Certain suits might also be filed in Chancery by way of information in the name of the attorney-general, but this species of information was superseded by Order 1, rule 1 of the Rules of the Supreme Court, 1883, under which they are instituted in the ordinary way. Informations in the Court of Exchequer in revenue cases, also filed by the attorney-general, are still resorted to (see _A.-G._ v. _Williamson_, 1889, 60 L.T. 930).

INFORMER, in a general sense, one who communicates information. The term is applied to a person who prosecutes in any of the courts of law those who break any law or penal statute. Such a person is called a common informer when he furnishes evidence on criminal trials or prosecutes for breaches of penal laws solely for the purpose of obtaining the penalty recovered, or a share of it. An action by a common informer is termed a _popular_ or _qui tam_ action, because it is brought by a person _qui tam pro domino rege quam pro se ipso sequitur_. A suit by an informer must be brought within a year of the offence, unless a specific time is prescribed by the statute. The term informer is also used of an accomplice in crime who turns what is called "king's evidence" (see ACCOMPLICE). In Scotland, informer is the term applied to the party who, in criminal proceedings, sets the lord advocate in motion.

INFUSORIA, the name given by Bütschli (following O.F. Ledermüller, 1763) to a group of Protozoa. The name arose from the procedure adopted by the older microscopists to obtain animalcules. Infusions of most varied organic substances were prepared (hay and pepper being perhaps the favourite ones), the method of obtaining them including maceration and decoction, as well as infusion in the strict sense; they were then allowed to decompose in the air, so that various living beings developed therein. As classified by C. G. Ehrenberg in his monumental _Infusionstierchen als volkommene Organismen_, they included (1) Desmids, Diatoms and Schizomycetes, now regarded as essentially Plant Protista or Protophytes; (2) Sarcodina (excluding Foraminifera, as well as Radiolaria, which were only as yet known by their skeletons, and termed Polycystina), and (3) Rotifers, as well as (4) Flagellates and Infusoria in our present sense. F. Dujardin in his _Histoire des zoophytes_ (1841) gave nearly as liberal an interpretation to the name; while C. T. Van Siebold (1845) narrowed it to its present limits save for the admission of several Flagellate families. O. Bütschli limited the group by removing the Flagellata, Dinoflagellata and Cystoflagellata (q.v.) under the name of "Mastigophora" proposed earlier by R. M. Diesing (1865). We now define it thus:--Protozoa bounded by a permanent plasmic pellicle and consequently of definite form, never using pseudopodia for locomotion or ingestion, provided (at least in the young state) with numerous cilia or organs derived from cilia and equipped with a double nuclear apparatus: the larger (mega-) nucleus usually dividing by constriction, and disappearing during conjugation: the smaller (micro-) nucleus (sometimes multiple) dividing by mitosis, and entering into conjugation and giving rise to the cycle of nuclei both large and small of the race succeeding conjugation.

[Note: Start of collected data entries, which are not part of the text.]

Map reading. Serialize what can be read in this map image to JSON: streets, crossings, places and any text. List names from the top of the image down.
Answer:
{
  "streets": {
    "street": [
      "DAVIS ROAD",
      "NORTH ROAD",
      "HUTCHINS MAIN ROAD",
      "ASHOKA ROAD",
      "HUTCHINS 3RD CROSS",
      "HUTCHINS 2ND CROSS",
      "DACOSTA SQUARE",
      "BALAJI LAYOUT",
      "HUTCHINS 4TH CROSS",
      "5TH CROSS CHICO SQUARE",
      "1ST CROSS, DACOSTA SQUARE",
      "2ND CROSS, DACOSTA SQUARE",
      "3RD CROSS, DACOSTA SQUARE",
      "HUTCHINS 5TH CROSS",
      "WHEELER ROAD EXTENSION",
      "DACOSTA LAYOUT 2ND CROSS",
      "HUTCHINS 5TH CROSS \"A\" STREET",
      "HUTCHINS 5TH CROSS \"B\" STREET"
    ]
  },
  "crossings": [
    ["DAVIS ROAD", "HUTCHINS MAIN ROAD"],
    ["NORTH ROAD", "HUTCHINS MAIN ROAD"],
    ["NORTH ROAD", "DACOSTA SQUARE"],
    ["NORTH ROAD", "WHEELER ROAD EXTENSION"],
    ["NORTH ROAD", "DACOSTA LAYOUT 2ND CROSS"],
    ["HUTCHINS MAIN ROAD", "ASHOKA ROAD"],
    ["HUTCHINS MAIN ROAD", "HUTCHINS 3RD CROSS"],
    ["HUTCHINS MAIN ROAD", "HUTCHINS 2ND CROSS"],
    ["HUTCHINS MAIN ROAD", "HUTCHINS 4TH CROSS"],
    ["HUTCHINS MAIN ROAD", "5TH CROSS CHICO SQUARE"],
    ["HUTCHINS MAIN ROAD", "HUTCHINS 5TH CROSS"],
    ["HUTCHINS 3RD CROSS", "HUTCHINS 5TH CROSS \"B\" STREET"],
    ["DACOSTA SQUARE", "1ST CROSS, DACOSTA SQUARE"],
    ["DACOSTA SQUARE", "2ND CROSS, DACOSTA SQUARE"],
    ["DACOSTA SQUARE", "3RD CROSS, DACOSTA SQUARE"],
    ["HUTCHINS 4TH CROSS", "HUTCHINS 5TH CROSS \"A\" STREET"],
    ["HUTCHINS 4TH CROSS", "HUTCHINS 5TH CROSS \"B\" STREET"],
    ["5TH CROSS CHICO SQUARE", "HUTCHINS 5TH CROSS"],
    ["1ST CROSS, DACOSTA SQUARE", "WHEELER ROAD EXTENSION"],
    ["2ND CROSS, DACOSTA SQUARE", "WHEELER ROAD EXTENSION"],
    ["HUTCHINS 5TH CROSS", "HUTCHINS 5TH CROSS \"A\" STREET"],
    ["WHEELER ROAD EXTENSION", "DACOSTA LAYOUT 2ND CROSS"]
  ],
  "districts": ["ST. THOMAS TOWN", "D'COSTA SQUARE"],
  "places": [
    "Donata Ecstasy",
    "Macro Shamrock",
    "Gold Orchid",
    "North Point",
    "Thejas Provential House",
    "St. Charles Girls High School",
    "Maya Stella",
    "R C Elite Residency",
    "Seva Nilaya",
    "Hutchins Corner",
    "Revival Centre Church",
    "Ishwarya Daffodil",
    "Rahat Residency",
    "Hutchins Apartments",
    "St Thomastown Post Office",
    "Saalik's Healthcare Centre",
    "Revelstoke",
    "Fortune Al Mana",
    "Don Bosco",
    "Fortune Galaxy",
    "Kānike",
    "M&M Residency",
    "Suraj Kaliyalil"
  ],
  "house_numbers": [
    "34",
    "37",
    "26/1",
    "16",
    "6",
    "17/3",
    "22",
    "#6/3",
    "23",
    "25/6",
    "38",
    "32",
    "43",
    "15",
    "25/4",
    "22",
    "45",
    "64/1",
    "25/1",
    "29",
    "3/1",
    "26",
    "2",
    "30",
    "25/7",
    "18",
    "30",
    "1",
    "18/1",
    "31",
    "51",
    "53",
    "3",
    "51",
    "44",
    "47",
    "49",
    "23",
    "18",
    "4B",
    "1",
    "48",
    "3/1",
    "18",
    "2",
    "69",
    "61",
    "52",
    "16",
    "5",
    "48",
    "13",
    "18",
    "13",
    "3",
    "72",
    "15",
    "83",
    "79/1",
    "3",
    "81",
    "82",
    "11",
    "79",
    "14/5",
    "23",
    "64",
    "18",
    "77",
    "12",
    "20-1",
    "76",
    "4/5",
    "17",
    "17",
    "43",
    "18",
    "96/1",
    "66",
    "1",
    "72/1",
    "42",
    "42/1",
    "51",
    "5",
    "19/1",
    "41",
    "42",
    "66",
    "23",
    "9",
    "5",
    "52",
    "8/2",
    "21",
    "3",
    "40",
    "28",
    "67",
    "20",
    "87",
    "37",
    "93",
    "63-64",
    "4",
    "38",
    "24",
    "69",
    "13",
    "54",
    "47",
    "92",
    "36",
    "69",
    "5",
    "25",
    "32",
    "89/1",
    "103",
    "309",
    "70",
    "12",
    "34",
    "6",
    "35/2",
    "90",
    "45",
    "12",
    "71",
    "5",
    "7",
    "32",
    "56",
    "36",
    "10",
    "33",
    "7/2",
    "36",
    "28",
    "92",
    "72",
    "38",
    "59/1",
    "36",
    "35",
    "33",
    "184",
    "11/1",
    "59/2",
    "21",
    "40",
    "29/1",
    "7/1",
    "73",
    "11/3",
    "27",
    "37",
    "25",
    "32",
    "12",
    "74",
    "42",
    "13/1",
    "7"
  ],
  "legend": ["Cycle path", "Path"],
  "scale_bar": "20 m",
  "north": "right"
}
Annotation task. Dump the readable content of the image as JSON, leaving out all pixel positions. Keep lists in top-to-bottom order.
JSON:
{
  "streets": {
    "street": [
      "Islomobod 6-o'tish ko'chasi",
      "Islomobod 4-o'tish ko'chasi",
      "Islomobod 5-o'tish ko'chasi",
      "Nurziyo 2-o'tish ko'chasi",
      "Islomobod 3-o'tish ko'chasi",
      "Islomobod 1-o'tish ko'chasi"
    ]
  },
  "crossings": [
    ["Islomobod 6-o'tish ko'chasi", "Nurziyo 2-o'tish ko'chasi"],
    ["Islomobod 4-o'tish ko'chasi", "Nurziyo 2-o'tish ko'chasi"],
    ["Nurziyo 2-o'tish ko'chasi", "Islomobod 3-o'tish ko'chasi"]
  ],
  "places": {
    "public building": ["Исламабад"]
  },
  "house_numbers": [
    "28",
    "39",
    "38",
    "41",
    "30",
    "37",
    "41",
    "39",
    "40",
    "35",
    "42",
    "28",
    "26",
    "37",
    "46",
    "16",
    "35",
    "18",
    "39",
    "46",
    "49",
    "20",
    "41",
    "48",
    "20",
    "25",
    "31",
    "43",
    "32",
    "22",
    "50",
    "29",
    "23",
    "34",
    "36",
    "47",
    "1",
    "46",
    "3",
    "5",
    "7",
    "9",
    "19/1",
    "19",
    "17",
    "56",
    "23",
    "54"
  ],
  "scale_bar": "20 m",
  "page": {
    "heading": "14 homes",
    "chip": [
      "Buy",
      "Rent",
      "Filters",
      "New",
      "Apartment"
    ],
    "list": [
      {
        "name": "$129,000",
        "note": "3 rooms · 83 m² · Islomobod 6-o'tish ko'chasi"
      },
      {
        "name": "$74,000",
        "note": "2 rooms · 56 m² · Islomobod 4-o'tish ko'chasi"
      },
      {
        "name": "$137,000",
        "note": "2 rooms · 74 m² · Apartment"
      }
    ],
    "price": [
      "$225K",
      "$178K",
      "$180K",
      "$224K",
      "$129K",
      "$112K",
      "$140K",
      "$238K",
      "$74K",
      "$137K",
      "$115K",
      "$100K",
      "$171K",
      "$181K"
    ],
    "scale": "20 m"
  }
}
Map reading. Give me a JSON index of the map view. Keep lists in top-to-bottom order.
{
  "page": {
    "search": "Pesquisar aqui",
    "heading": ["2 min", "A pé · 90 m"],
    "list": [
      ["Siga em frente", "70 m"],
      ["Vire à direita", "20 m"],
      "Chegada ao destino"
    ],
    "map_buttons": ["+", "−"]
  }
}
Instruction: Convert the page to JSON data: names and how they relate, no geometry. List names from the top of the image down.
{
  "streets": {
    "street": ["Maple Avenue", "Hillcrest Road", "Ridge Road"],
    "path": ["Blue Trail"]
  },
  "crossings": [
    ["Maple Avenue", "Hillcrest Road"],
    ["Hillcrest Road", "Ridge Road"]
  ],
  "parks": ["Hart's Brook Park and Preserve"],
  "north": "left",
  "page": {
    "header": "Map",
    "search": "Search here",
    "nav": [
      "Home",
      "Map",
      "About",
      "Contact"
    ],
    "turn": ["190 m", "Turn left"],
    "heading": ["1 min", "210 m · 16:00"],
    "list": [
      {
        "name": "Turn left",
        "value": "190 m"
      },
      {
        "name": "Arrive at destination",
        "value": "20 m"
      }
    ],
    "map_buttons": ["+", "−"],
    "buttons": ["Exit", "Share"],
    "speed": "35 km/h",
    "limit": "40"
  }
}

[Illustration: FIG. i. Ciliata.

1. _Opalinopsis sepiolae_, Foett.: a parasitic Holotrichous mouthless Ciliate from the liver of the Squid. a, branched meganucleus; b, vacuoles (non-contractile).

2. A similar specimen treated with picrocarmine, showing a remarkably branched and twisted meganucleus (a), in place of several nuclei.

3. _Anoplophrya naidos_, Duj.; a mouthless Holotrichous Ciliate parasitic in the worm Nais. a, the large axial meganucleus; b, contractile vacuoles.

4. _Anoplophrya prolifera_, C. and L.; from the intestine of _Clitellio_. Remarkable for the adhesion of incomplete fission-products in a metameric series. a, meganucleus.

5. _Amphileptus gigas_, C. and L. (Gymnostomaceae). b, contractile vacuoles; c, trichocysts (see fig. 2); d, meganucleus; e. pharynx.